Give back every line of the material below that has the string "lines".
Segment Start: Supplied data
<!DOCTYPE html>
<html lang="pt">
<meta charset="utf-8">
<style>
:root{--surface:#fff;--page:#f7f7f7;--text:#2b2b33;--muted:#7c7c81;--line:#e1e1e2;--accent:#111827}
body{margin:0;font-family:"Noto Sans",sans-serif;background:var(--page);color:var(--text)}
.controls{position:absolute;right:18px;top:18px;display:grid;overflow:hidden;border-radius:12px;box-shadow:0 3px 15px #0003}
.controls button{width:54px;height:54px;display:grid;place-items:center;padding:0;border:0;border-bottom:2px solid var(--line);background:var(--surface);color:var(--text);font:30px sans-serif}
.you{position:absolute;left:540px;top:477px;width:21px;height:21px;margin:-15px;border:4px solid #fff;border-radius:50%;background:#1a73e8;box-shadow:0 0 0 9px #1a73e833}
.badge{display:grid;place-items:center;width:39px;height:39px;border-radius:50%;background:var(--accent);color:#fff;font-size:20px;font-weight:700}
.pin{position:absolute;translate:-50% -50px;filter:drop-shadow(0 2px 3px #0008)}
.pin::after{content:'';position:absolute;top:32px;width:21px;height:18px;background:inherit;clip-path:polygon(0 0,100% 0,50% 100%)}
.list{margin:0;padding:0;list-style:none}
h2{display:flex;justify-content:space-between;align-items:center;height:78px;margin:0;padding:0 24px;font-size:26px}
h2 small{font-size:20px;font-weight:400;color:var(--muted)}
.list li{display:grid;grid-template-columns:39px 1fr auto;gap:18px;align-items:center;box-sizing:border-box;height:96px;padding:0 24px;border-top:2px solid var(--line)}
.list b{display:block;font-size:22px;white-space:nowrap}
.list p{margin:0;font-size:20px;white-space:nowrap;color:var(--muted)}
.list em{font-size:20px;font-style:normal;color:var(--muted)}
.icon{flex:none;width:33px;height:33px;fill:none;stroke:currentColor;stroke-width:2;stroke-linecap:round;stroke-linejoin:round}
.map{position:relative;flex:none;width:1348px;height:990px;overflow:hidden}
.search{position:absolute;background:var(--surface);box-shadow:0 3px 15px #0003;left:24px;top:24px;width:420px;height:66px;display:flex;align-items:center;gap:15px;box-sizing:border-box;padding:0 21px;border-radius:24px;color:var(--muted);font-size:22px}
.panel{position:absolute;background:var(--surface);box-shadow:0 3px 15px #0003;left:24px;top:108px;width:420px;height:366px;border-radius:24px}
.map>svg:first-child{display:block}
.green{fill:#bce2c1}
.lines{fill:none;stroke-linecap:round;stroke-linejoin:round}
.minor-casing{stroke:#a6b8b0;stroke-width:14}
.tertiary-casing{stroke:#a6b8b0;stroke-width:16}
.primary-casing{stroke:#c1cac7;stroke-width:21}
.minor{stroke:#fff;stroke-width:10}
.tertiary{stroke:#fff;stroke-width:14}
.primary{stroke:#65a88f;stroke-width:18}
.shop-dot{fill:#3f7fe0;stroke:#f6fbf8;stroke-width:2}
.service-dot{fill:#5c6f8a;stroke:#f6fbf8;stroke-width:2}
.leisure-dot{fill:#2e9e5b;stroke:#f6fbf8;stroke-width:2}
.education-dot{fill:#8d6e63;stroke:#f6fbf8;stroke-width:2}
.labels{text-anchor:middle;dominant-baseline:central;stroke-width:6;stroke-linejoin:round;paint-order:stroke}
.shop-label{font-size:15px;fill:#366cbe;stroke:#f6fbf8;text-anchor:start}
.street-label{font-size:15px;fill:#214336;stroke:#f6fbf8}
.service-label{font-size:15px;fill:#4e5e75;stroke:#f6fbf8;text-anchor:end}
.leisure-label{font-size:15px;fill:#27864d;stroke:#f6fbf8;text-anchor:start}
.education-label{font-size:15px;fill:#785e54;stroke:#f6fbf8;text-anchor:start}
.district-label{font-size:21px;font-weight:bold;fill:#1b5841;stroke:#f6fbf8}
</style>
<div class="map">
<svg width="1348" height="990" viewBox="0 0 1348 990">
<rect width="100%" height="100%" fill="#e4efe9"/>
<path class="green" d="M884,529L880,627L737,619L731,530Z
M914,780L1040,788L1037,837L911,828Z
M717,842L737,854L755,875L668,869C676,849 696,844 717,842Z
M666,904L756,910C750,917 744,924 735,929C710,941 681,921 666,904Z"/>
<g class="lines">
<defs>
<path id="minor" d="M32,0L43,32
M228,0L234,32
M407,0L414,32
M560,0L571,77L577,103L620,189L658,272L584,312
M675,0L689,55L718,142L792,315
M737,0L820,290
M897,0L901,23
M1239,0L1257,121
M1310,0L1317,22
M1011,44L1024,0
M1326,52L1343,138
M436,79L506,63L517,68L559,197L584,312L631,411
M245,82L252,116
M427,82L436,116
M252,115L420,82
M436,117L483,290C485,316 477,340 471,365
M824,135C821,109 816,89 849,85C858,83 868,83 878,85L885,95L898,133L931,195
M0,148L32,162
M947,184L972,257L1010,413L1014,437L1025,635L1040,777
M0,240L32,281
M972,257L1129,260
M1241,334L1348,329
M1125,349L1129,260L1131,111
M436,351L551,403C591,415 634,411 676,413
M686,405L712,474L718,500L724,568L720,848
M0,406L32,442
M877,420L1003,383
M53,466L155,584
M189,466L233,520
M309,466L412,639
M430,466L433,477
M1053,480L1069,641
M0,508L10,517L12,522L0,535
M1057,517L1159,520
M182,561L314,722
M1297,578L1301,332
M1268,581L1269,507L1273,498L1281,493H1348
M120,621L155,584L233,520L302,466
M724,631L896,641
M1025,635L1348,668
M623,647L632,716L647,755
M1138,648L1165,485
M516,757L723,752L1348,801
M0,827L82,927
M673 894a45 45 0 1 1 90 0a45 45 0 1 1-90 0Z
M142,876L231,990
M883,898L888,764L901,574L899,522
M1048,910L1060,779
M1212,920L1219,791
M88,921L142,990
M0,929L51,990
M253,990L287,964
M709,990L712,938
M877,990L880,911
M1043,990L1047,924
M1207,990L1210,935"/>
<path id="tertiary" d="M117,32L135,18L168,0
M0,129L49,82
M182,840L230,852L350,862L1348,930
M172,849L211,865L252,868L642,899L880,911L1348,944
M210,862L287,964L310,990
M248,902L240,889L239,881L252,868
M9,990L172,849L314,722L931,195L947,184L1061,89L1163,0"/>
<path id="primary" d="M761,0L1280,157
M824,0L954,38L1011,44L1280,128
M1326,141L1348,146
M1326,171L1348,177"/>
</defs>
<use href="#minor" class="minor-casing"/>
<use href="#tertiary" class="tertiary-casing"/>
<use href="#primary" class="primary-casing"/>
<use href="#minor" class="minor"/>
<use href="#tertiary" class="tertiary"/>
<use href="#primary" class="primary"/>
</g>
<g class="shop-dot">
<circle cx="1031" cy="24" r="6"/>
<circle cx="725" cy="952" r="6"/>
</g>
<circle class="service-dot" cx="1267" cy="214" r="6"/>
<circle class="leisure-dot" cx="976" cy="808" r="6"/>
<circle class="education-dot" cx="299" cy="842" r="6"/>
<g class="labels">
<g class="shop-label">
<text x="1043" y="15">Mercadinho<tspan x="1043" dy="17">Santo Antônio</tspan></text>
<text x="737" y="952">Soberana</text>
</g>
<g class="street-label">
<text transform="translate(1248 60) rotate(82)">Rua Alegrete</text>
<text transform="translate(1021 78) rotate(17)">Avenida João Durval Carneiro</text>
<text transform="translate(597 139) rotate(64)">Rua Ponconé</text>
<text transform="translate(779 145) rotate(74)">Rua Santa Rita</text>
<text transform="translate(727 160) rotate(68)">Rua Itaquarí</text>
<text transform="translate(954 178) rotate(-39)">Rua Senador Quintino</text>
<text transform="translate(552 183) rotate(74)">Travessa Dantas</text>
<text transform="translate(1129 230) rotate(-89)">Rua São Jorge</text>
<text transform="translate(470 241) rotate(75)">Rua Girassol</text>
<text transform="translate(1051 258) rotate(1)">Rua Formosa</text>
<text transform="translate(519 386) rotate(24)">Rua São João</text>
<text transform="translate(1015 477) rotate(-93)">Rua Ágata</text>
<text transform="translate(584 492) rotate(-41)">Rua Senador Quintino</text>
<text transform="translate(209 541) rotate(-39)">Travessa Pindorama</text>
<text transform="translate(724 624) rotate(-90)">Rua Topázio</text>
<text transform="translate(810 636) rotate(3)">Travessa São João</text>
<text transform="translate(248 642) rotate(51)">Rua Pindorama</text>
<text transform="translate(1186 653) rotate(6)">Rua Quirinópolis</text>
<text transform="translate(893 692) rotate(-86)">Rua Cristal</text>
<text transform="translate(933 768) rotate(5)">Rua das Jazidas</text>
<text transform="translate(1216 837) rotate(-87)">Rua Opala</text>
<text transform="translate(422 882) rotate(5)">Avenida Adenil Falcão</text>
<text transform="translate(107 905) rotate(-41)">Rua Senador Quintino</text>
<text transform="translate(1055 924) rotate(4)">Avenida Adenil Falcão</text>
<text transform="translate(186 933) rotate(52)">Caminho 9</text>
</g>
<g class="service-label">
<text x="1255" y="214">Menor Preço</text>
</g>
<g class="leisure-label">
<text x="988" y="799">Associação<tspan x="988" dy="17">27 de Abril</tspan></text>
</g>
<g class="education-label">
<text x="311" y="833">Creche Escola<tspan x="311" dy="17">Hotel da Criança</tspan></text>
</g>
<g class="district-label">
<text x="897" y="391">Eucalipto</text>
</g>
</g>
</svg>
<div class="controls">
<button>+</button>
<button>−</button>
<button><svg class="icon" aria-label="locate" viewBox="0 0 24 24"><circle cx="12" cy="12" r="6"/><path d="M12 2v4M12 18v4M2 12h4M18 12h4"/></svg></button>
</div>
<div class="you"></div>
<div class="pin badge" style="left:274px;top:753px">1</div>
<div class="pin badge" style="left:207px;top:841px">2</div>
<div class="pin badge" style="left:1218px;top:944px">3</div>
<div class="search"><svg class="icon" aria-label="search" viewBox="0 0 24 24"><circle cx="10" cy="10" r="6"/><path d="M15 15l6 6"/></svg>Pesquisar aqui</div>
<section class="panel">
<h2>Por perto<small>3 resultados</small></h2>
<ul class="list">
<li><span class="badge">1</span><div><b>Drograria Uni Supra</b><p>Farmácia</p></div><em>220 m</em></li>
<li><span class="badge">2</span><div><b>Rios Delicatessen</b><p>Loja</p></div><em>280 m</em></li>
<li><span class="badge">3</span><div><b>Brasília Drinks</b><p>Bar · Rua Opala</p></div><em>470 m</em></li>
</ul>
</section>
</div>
Segment End: Supplied data
Task response —
.lines{fill:none;stroke-linecap:round;stroke-linejoin:round}
<g class="lines">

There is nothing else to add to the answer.